If the Internet was as safe and as private as it is essential for everyday life—increasingly required for job applications, bank transfers, doctor’s appointments, and filing taxes—then we’d likely have fewer online scams, better privacy protections, smaller data breaches, and a lower overall risk of individual cybercrimes that can wreak havoc on a person’s life.
Importantly, if the Internet were to achieve such a promise, then everyone, no matter their gender, race, income level, education, or age, could feel as safe and as private online as they deserve.
But according to the latest research by Malwarebytes, this is far from the case. Not only do a large number of people feel neither safe or private on the Internet, but many groups, including women, teenagers, and those who are Black, Indigenous, or People of Color (BIPOC), feel less private and safe than their counterparts. Some of these populations said they suffered more frequent cyberattacks, more recent cyberattacks, and were more substantially stressed by the cyberattacks themselves.
In comparison, those who felt safer and sometimes more private online had higher incomes, higher levels of education, and higher familiarity with cybersecurity tools, such as antivirus products, VPNs, and password managers.
These are the latest findings in our “Demographics of Cybercrime” report, presented in partnership with Digitunity, a nationally recognized non-profit dedicated to eliminating the technology gap, and Cybercrime Support Network, whose non-profit mission is to serve individuals and small businesses impacted by cybercrime throughout the country.
In our report, we discovered that a collection of discrepancies—higher rates of social media hacking against younger generations, higher rates of identity theft against BIPOC consumers, lower rates of cybersecurity familiarity by women—coalesced into one, unfortunate truth: The Internet is not equal for everyone online, and because of it, not everyone trusts the Internet the same way.
A full 50 percent of all respondents said they do not feel private online, and 31 percent do not feel safe online. Women feel the least private (53 percent compared to 47 percent of men) and the least safe (35 percent compared to 27 percent of men), while teenagers do not feel particularly private and BIPOC respondents do not feel very safe.
These feelings could sometimes be traced to the data itself. Women were twice as likely as men to say their identity was stolen because of earlier, physical theft of their wallet or purse. Teenagers were, perhaps understandably, twice as likely as those aged 65 and up to have their social media accounts hacked. And BIPOC consumers were the least likely of all groups to avoid any financial damage due to a cybercrime attack. Making matters worse, when BIPOC consumers did lose money, they lost more money on average than White consumers ($1,709 compared to $1,578).
In trying to better understand why these communities felt differently about the Internet, we also looked to external data on real-life experiences. We know that women are more likely to be targets of non-consensual pornography (sometimes called “revenge porn”) and cyberstalking; that those in BIPOC communities—including Asian Americans, Black people, and Hispanics—suffer increased rates of online harassment; and that younger generations, surrounded by constant privacy scandals affecting the most popular social media platforms, likely never remember a day in which the Internet was ever “private.”

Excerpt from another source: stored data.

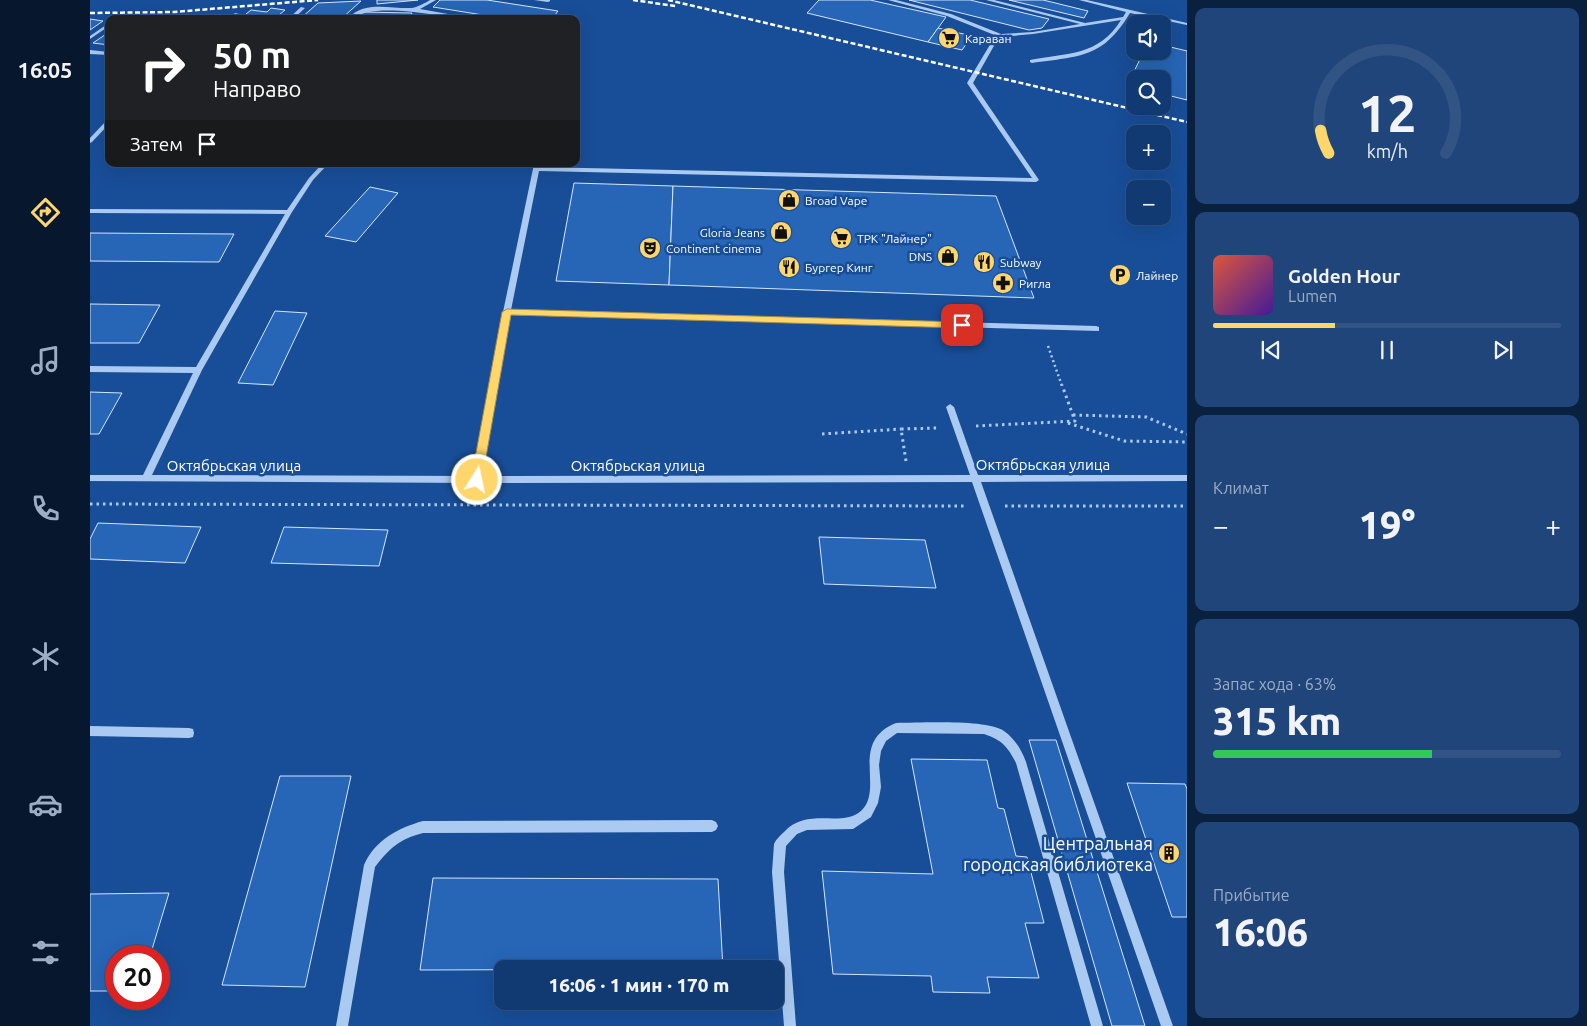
<!DOCTYPE html>
<html lang="ru">
<meta charset="utf-8">
<style>
body{margin:0;font-family:Ubuntu,sans-serif;background:#1f457a;color:#f1f3f6;height:100vh;display:flex;flex-direction:column;font-size:19px;white-space:nowrap}
*{box-sizing:border-box;margin:0}
p{font-size:16px;color:#9cadc4}
.icon{flex:none;width:28px;height:28px;fill:none;stroke:currentColor;stroke-width:2;stroke-linecap:round;stroke-linejoin:round}
.map{position:relative;flex:1;overflow:hidden}
.drawer{display:flex;flex-direction:column;gap:8px;padding:8px;background:#0a203f;width:400px}
.drawer>*{flex:none}
.top-card{position:absolute;left:15px;top:15px;width:475px;height:152px;border-radius:10px;box-shadow:0 5px 20px #0002,0 0 0 1px #315484;background:#202124;color:#fff;overflow:hidden}
.buttons{position:absolute;left:1036px;top:15px;display:grid;gap:10px}
.buttons a{display:grid;place-items:center;width:45px;height:45px;border-radius:10px;background:#123a72;box-shadow:0 5px 20px #0002,0 0 0 1px #315484;font-size:25px}
.speed{position:absolute;left:15px;top:945px;display:flex;gap:10px;font-size:25px;font-weight:700;text-align:center}
.speed>*{display:grid;place-content:center;width:65px;height:65px;border-radius:50%;background:#123a72;box-shadow:0 5px 20px #0002,0 0 0 1px #315484;line-height:1}
.speed .limit{border:8px solid #d22;background:#fff;color:#111}
.pin{position:absolute;display:grid;place-items:center;width:42px;height:42px;color:#fff;margin:-21px;border-radius:10px;box-shadow:0 2px 8px #0006}
.me{position:absolute;width:55px;margin:-28px;rotate:10deg;stroke-linejoin:round;filter:drop-shadow(0 0 4px #0008)}
.turn{display:flex;align-items:center;gap:18px;height:105px;padding:0 25px;font-size:22px}
.turn .icon{width:65px;height:65px;stroke-width:2.5}
.turn b{display:block;font-size:35px;line-height:42px}
.then{display:flex;align-items:center;height:48px;padding:0 25px;background:#0003;gap:10px;font-size:19px}
.big{font-size:38px;font-weight:800;line-height:1.1}
.drawer .widget{flex:1;display:flex;flex-direction:column;justify-content:center;gap:8px;min-width:0;padding:0 18px;border-radius:10px;background:#1f457a}
.drawer .dial{align-items:center;gap:0}
.dial svg{height:130px;overflow:visible;fill:none;stroke:#315484;stroke-width:7;stroke-linecap:round;text-anchor:middle}
.dial text{fill:#f1f3f6;stroke:none}
.song{display:flex;align-items:center;gap:15px}
.cover{width:60px;height:60px;border-radius:8px;background:linear-gradient(135deg,hsl(10 70% 55%),hsl(260 70% 35%))}
.played{height:5px;border-radius:2px;background:linear-gradient(90deg,#ffd66b 35%,#315484 35%)}
.keys{display:flex;justify-content:space-around;direction:ltr}
.heat{display:flex;justify-content:space-between;align-items:center;font-size:28px;direction:ltr}
.charge{height:8px;border-radius:4px;background:linear-gradient(90deg,#34c759 63%,#315484 0)}
.trip{position:absolute;left:404px;top:960px;width:290px;height:50px;border-radius:10px;background:#123a72;box-shadow:0 5px 20px #0002,0 0 0 1px #315484;font-weight:800;line-height:50px;text-align:center}
main{display:flex;flex:1;min-height:0}
.tabs{display:flex;flex-direction:column;width:90px;justify-content:space-around;align-items:center;background:#07172e;color:#9cadc4}
.tabs .icon{width:35px;height:35px}
.tabs .current{color:#ffd66b}
.tabs b{font-size:22px;color:#f1f3f6}
.map>svg:first-child{display:block}
.building{fill:#2765b6;stroke:#d3e5fc}
.lines{fill:none;stroke-linecap:round;stroke-linejoin:round}
.path-far1{stroke:#abcaf1;stroke-width:2.5;stroke-dasharray:2 3;stroke-linecap:butt}
.path{stroke:#abcaf1;stroke-width:3;stroke-dasharray:2.5 4;stroke-linecap:butt}
.minor{fill:#abcaf1;fill-rule:evenodd}
.rail{stroke:#fff;stroke-width:2.5;stroke-dasharray:5 2.5;stroke-linecap:butt}
.route{fill:#ffd66b;stroke:#a68b46}
.labels{text-anchor:middle;dominant-baseline:central;stroke-width:5;stroke-linejoin:round;paint-order:stroke}
.far-poi-label{font-size:12px;fill:#fff;stroke:#184e98;text-anchor:start}
.street-label{font-size:15px;fill:#fff;stroke:#184e98}
.near-poi-label{font-size:18px;fill:#fff;stroke:#184e98;text-anchor:end}
</style>
<main>
<nav class="tabs">
<b>16:05</b>
<svg class="icon current" aria-label="directions" viewBox="0 0 24 24"><path d="M12 3l9 9-9 9-9-9zM9 14v-3h6M13 9l2 2-2 2"/></svg>
<svg class="icon" aria-label="music" viewBox="0 0 24 24"><path d="M9 18V5l10-2v13"/><circle cx="6" cy="18" r="3"/><circle cx="16" cy="16" r="3"/></svg>
<svg class="icon" aria-label="phone" viewBox="0 0 24 24"><path d="M5 4h4l2 5-3 2q2 4 5 5l2-3 5 2v4C11 20 4 13 5 4z"/></svg>
<svg class="icon" aria-label="climate" viewBox="0 0 24 24"><path d="M12 3v18M4 7l16 10M4 17L20 7"/></svg>
<svg class="icon" aria-label="car" viewBox="0 0 24 24"><path d="M5 17H2v-5l4-1 3-4h7l3 4 3 1v5h-3M9 17h6M6 11h13"/><circle cx="7" cy="17" r="2"/><circle cx="17" cy="17" r="2"/></svg>
<svg class="icon" aria-label="filters" viewBox="0 0 24 24"><path d="M4 7h16M4 17h16"/><circle cx="9" cy="7" r="2"/><circle cx="15" cy="17" r="2"/></svg>
</nav>
<div class="map">
<svg width="1097" height="1026" viewBox="0 0 1097 1026">
<rect width="100%" height="100%" fill="#184e98"/>
<g class="building">
<path d="M287,0h41l-41,4z"/>
<path d="M350,0h47l71,11 -6,8h-44l-75,-12z"/>
<path d="M729,0h51l76,17 -18,25 -121,-29z"/>
<path d="M819,0h61l79,19 -7,9 -13,2z"/>
<path d="M919,0h34l45,11 -4,7z"/>
<path d="M271,1l-20,18h-41l18,-16z"/>
<path d="M181,8l14,2 -11,9h-34l11,-9 16,2z"/>
<path d="M272,12l50,1 -3,6h-50z"/>
<path d="M0,19l13,2 -13,9z"/>
<path d="M848,28l34,8 -10,14 -34,-8z"/>
<path d="M19,32v13l-16,-2z"/>
<path d="M1072,45l25,6v49l-16,-4 -1,4 -8,-2v-19h-27v12l-9,-3 18,-37h18z"/>
<path d="M484,183l99,3 -4,99 -113,-4z"/>
<path d="M583,186l323,10 38,102 -365,-13z"/>
<path d="M280,187l28,6 -42,49 -31,-6z"/>
<path d="M0,233l144,1 -15,28 -129,-1z"/>
<path d="M0,304l70,1 -21,38h-49z"/>
<path d="M185,311l32,2 -34,72 -35,-2z"/>
<path d="M0,392l32,1 -23,41h-9z"/>
<path d="M8,523l103,4 -16,36 -95,-4v-20z"/>
<path d="M194,527l104,3 -9,36 -108,-3z"/>
<path d="M729,537l106,3 11,48 -112,-4z"/>
<path d="M939,740h27l89,286h-33z"/>
<path d="M821,759l76,1 11,48 6,1 12,47 11,1 17,66h-19l14,55 -52,-1 3,16 -57,-1 -2,-16 -98,-2 -11,-103 111,3z"/>
<path d="M190,776h71l-46,211 -83,-2z"/>
<path d="M1037,783l58,1 2,5v128h-15z"/>
<path d="M343,878l285,1 5,90 -303,1z"/>
<path d="M79,893l-19,63h-34v35h-26v-97z"/>
</g>
<g class="lines">
<path class="path-far1" d="M958,346l14,40"/>
<g class="path">
<path d="M983,415l73,2 41,17"/>
<path d="M978,423l56,18 63,1"/>
<path d="M886,426l99,-5 -13,-36"/>
<path d="M732,434l79,-5"/>
<path d="M816,461l-5,-32 37,-1"/>
<path d="M0,504l874,2"/>
<path d="M915,506h182"/>
</g>
<g class="minor">
<path d="M340,0h6l-16,9 56,10c-29,0 -102,-19 -123,0h-5c15,-19 42,-10 64,-11 6,-1 13,-5 18,-8z"/>
<path d="M444,0h16v1l-2,1z"/>
<path d="M798,0h8l55,14 50,20 32,-2 47,-8 -94,-24h8l91,23 38,-6 3,-5 -47,-12h8l100,23v2l-57,-12c-27,45 -49,43 -98,50l-2,-1v-2c37,-7 69,-4 91,-40l-88,14 -32,3 -6,7 -22,39 66,97 -3,2 -497,-11 -28,139 585,16 3,1v4l-589,-16 -28,161 488,-1 -24,-68 4,-3 4,3 24,68h209v6l-206,1 192,544h-12l-189,-544 -495,1 -387,-2v-6h53l50,-102 -103,-1v-6l106,1 89,-153 -195,-1v-4l197,1 22,-32 13,-14h6l-15,16 -21,32 -90,158 -50,105 321,1 30,-164 31,-148h6l-1,3 493,11 -65,-95 24,-40 6,-7 -50,-20z"/>
<path d="M211,7l4,1 -12,11h-5z"/>
<path d="M145,13l4,1 -6,5h-5z"/>
<path d="M26,17h2l2,1 -5,1z"/>
<path d="M19,23v3l-19,13v-3z"/>
<path d="M0,50l19,2v3l-19,-1z"/>
<path d="M19,118v6l-17,18 -2,1v-5z"/>
<path d="M806,723c24,0 90,-4 108,8 11,8 17,18 22,31l77,264h-12l-75,-263c-8,-16 -14,-23 -32,-29l-87,-1 -11,8 -5,10 -2,14 2,22 -3,16 -7,14 -18,12 -46,1 -10,4 -11,12 -2,26 12,154h-12l-12,-154 2,-28c2,-5 6,-8 10,-12 24,-26 59,-3 78,-22 22,-23 -13,-68 34,-87z"/>
<path d="M0,726l99,2 4,1 1,4 -1,4 -4,1 -99,-2z"/>
<path d="M622,820l4,2 2,4 -2,4 -4,2 -289,1c-24,6 -33,15 -48,34l-27,159h-12l28,-161c11,-25 34,-37 59,-44z"/>
</g>
<g class="rail">
<path d="M543,0l42,6"/>
<path d="M578,0l519,122"/>
<path d="M0,13l84,-1 144,-12"/>
</g>
</g>
<path class="route" d="M417,309l455,13 4,3 -4,3 -451,-13 -29,165 -5,4 -6,-4 31,-168z"/>
<defs>
<g id="supermarket-disc" transform="scale(1.125)"><circle r="9.5" fill="#ffd66b" stroke="#184e98"/><path d="M-6-5.5h2.5l.6 2H6L4.5 2H-2.5L-4.4-4H-6ZM-1.5 3.2a1.3 1.3 0 1 0 .1 0ZM3 3.2a1.3 1.3 0 1 0 .1 0Z" fill="#111"/></g>
<g id="shop-disc" transform="scale(1.125)"><circle r="9.5" fill="#ffd66b" stroke="#184e98"/><path d="M-5-2.5h2.3a2.7 3.5 0 0 1 5.4 0H5L5.5 6h-11ZM-1.5-2.5h3a1.5 2.3 0 0 0-3 0Z" fill="#111"/></g>
<g id="theatre-disc" transform="scale(1.125)"><circle r="9.5" fill="#ffd66b" stroke="#184e98"/><path d="M-5-5.5Q0-4 5-5.5V0Q5 5 0 6Q-5 5-5 0ZM-3.3-2.5H-1v1.5H-3.3ZM1-2.5H3.3v1.5H1ZM-2.8 1Q0 5.5 2.8 1Z" fill="#111"/></g>
<g id="restaurant-disc" transform="scale(1.125)"><circle r="9.5" fill="#ffd66b" stroke="#184e98"/><path d="M-5-6h1v4h1v-4h1v4h1v-4h1v5L-1.5 .5V6h-2V.5L-5-1ZM5-6V6H3V1.5H1.5Q1.5-4 5-6Z" fill="#111"/></g>
<g id="parking-disc" transform="scale(1.125)"><circle r="9.5" fill="#ffd66b" stroke="#184e98"/><path d="M-3.5-5.5H1a3.5 3.5 0 0 1 0 7H-1V5.5H-3.5ZM-1-3.4V-.6H.8a1.4 1.4 0 0 0 0-2.8Z" fill="#111"/></g>
<g id="pharmacy-disc" transform="scale(1.125)"><circle r="9.5" fill="#ffd66b" stroke="#184e98"/><path d="M-2-6h4v4h4v4h-4v4h-4v-4h-4v-4h4Z" fill="#111"/></g>
<g id="building-disc" transform="scale(1.125)"><circle r="9.5" fill="#ffd66b" stroke="#184e98"/><path d="M-4-6H4V6H1V3H-1V6H-4ZM-2.5-4.3h1.7v1.8h-1.7ZM.8-4.3h1.7v1.8H.8ZM-2.5-1h1.7V.8h-1.7ZM.8-1h1.7V.8H.8Z" fill="#111"/></g>
</defs>
<g fill-rule="evenodd">
<use href="#supermarket-disc" x="859" y="38"/>
<use href="#shop-disc" x="699" y="200"/>
<use href="#shop-disc" x="691" y="232"/>
<use href="#supermarket-disc" x="751" y="238"/>
<use href="#theatre-disc" x="560" y="248"/>
<use href="#shop-disc" x="858" y="256"/>
<use href="#restaurant-disc" x="894" y="262"/>
<use href="#restaurant-disc" x="699" y="267"/>
<use href="#parking-disc" x="1030" y="275"/>
<use href="#pharmacy-disc" x="913" y="283"/>
<use href="#building-disc" x="1079" y="853"/>
</g>
<g class="labels">
<g class="far-poi-label">
<text x="875" y="38">Караван</text>
<text x="715" y="200">Broad Vape</text>
<text x="675" y="232" text-anchor="end">Gloria Jeans</text>
<text x="767" y="238">ТРК "Лайнер"</text>
<text x="576" y="248">Continent cinema</text>
<text x="842" y="256" text-anchor="end">DNS</text>
<text x="910" y="262">Subway</text>
<text x="715" y="267">Бургер Кинг</text>
<text x="1046" y="275">Лайнер</text>
<text x="929" y="283">Ригла</text>
</g>
<g class="street-label">
<text x="953" y="464">Октябрьская улица</text>
<text x="144" y="465">Октябрьская улица</text>
<text x="548" y="465">Октябрьская улица</text>
</g>
<g class="near-poi-label">
<text x="1063" y="843">Центральная<tspan x="1063" dy="21">городская библиотека</tspan></text>
</g>
</g>
</svg>
<div class="buttons">
<a><svg class="icon" aria-label="sound" viewBox="0 0 24 24"><path d="M4 9h4l5-4v14l-5-4H4zM17 9q2 3 0 6"/></svg></a>
<a><svg class="icon" aria-label="search" viewBox="0 0 24 24"><circle cx="10" cy="10" r="6"/><path d="M15 15l6 6"/></svg></a>
<a>+</a>
<a>−</a>
</div>
<div class="speed"><div class="limit">20</div></div>
<div class="pin" style="left:872px;top:325px;background:#d93025"><svg class="icon" aria-label="arrive" viewBox="0 0 24 24"><path d="M6 21V4h12l-3 4 3 4H6"/></svg></div>
<svg class="me" style="left:387px;top:480px" viewBox="-20 -20 40 40"><circle r="17" fill="#ffd66b" stroke="#fff" stroke-width="3"/><path d="M0-11L8 9 0 5-8 9z" fill="#fff"/></svg>
<div class="trip">16:06 · 1 мин · 170 m</div>
<div class="top-card">
<div class="turn"><svg class="icon" aria-label="right" viewBox="0 0 24 24"><path d="M7 20v-9h11M14 6l5 5-5 5"/></svg><div><b>50 m</b>Направо</div></div>
<div class="then">Затем<svg class="icon" aria-label="arrive" viewBox="0 0 24 24"><path d="M6 21V4h12l-3 4 3 4H6"/></svg></div>
</div>
</div>
<section class="drawer">
<div class="widget dial"><svg viewBox="0 0 100 80">
<path d="M14 69A42 42 0 1 1 86 69"/>
<path d="M14 69A42 42 0 0 1 9 55" stroke="#ffd66b"/>
<text x="50" y="56" font-size="32" font-weight="700">12</text>
<text x="50" y="72" font-size="11">km/h</text>
</svg></div>
<div class="widget">
<div class="song"><i class="cover"></i><div><b>Golden Hour</b><p>Lumen</p></div></div>
<div class="played"></div>
<div class="keys"><svg class="icon" aria-label="previous" viewBox="0 0 24 24"><path d="M18 5L8 12l10 7zM5 5v14"/></svg><svg class="icon" aria-label="pause" viewBox="0 0 24 24"><path d="M8 5v14M16 5v14"/></svg><svg class="icon" aria-label="next" viewBox="0 0 24 24"><path d="M6 5l10 7-10 7zM19 5v14"/></svg></div>
</div>
<div class="widget"><p>Климат</p>
<div class="heat"><a>−</a><b class="big">19°</b><a>+</a></div>
</div>
<div class="widget"><p>Запас хода · 63%</p><b class="big">315 km</b><div class="charge"></div></div>
<div class="widget"><p>Прибытие</p><b class="big">16:06</b></div>
</section>
</main>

The good news is that we can collectively improve the Internet experiences of everyone.
In our research, we found a clear trend between cybersecurity familiarity and feelings of safety online. As familiarity increased, so, too, did feelings of safety. But for the single tool that can most likely help consumers handle online threats like malware and malicious websites—which is antivirus protection—respondents showed a concerning lack of comfort. A full 21 percent of respondents—a little more than one in five—were neither “familiar” or “very familiar” with antivirus tools, and just 67 percent of all respondents said they used antivirus products themselves. Those trends are even worse for women, teenagers, and BIPOC individuals.
Clearly, the cybersecurity community can help. We have the tools and the expertise. With the findings from our report, we also have the knowledge that not every community is comfortable enough with our products to use them. It is on us to increase awareness and to build and deliver products that are accessible to every population.
The Internet can be a better place. It’s up to us to help make that happen.